====== INFORMATION SHOWN

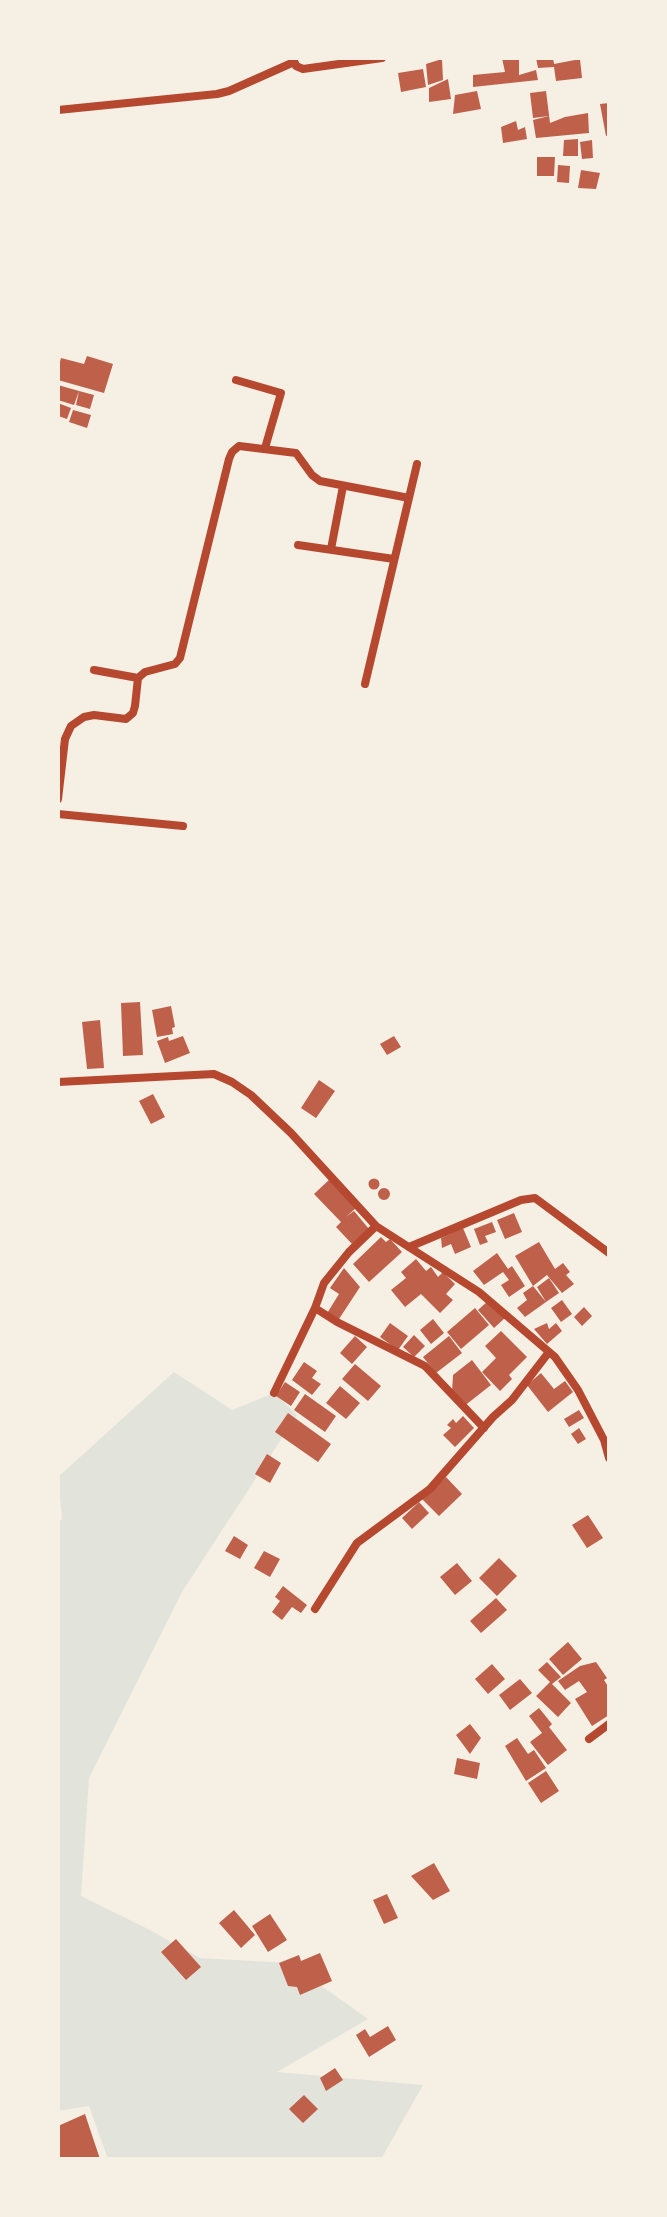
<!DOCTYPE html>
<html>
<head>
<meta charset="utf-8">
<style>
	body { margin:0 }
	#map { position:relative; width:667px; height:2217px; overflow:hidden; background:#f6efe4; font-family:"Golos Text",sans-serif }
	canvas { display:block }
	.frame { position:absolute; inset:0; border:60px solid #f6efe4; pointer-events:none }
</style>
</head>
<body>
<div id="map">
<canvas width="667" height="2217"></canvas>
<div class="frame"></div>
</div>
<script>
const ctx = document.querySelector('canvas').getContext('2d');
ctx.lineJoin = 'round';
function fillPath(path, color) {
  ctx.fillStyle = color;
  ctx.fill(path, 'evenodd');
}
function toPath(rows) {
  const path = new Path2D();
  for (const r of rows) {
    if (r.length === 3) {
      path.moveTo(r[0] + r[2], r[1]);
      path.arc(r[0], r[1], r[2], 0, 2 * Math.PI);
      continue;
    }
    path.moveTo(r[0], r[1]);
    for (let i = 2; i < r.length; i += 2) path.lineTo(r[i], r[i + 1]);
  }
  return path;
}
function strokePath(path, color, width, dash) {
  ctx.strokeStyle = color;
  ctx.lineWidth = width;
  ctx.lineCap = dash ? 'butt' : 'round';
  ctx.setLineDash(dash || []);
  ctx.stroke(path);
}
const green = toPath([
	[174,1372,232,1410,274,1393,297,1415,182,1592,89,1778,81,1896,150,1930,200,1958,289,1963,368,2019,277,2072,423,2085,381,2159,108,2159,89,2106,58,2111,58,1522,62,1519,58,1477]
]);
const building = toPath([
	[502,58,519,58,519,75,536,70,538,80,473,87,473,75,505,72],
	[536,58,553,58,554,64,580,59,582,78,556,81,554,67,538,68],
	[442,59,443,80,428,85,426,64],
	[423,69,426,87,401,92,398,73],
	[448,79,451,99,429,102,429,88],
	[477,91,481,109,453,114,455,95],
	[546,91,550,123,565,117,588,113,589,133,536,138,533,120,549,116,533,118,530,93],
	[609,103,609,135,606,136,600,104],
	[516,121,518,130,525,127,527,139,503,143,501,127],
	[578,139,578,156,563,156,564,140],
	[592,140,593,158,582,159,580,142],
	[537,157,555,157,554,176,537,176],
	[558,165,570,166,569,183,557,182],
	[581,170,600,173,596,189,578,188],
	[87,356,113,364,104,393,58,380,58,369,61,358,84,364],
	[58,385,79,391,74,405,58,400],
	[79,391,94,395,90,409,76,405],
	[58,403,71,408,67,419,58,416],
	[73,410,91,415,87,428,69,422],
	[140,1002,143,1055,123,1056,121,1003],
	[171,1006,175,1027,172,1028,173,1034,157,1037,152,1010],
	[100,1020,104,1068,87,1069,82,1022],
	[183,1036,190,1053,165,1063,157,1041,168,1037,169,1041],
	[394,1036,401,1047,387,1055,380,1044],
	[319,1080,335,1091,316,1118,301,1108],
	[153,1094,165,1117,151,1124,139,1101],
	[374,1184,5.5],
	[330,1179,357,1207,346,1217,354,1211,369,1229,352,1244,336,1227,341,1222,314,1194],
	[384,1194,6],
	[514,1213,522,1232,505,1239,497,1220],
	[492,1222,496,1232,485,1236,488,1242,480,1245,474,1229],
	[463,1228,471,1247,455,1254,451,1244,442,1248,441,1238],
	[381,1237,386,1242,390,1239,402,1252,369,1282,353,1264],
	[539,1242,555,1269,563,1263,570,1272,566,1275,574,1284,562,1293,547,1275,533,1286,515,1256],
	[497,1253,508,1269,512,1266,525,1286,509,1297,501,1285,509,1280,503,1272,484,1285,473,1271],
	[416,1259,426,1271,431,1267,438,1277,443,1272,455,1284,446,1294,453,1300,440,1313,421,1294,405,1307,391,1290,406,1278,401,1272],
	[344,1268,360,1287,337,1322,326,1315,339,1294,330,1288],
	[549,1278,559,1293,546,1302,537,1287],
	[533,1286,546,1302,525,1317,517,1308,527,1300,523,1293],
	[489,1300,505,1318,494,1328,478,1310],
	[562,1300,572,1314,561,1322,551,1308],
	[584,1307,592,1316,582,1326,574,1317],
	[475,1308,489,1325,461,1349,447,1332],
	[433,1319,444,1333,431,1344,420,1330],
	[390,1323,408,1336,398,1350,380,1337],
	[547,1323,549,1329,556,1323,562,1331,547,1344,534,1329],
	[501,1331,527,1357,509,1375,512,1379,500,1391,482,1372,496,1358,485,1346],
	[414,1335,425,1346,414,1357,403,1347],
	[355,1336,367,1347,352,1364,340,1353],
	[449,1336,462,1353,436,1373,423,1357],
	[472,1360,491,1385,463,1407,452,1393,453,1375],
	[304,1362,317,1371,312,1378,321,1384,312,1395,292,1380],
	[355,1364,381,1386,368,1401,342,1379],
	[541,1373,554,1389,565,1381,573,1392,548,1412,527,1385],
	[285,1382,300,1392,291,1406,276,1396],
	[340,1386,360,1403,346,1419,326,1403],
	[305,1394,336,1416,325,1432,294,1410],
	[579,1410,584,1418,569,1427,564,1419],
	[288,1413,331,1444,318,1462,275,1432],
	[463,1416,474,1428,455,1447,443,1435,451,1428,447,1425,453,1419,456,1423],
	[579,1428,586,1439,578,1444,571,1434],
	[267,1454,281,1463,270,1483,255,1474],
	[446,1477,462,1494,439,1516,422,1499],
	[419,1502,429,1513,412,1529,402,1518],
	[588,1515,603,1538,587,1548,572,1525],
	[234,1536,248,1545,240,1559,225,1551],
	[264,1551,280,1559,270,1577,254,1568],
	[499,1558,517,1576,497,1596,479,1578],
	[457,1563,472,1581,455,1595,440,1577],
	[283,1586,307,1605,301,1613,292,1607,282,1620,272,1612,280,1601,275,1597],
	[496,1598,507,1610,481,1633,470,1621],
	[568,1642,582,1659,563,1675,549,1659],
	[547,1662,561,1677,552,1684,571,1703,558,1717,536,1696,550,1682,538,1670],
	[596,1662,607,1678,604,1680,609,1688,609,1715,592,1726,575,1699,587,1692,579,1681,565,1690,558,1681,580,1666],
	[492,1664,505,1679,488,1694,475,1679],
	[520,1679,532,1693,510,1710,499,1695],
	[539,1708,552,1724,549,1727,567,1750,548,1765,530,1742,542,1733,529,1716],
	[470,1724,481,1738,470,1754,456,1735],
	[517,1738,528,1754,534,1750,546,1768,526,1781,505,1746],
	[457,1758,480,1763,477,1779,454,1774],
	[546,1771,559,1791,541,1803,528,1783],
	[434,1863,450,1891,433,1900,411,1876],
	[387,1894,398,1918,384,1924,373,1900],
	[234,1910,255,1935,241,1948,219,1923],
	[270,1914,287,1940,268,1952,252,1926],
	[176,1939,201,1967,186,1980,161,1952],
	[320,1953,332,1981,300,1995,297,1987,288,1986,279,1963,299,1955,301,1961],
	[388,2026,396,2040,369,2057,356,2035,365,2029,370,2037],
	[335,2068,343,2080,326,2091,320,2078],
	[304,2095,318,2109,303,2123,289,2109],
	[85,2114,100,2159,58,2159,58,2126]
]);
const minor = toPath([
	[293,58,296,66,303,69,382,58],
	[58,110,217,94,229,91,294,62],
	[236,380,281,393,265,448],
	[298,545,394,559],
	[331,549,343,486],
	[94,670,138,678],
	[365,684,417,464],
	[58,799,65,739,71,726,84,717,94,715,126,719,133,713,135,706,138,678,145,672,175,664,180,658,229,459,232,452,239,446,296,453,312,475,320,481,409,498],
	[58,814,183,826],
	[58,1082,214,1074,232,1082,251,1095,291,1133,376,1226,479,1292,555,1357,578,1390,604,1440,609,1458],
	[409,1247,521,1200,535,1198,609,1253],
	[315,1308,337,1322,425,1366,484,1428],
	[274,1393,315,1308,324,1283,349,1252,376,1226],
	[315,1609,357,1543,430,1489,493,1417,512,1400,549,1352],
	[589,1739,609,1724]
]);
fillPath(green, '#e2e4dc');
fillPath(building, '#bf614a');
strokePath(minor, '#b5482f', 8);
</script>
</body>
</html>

============

YOUR OBJECTIVE — The range runs from the line with "ctx.strokeStyle = color;" up to and including the line with "ctx.stroke(path);" in the listing above; please write out exactly those lines and nothing more.

RESPONSE AREA —
  ctx.strokeStyle = color;
  ctx.lineWidth = width;
  ctx.lineCap = dash ? 'butt' : 'round';
  ctx.setLineDash(dash || []);
  ctx.stroke(path);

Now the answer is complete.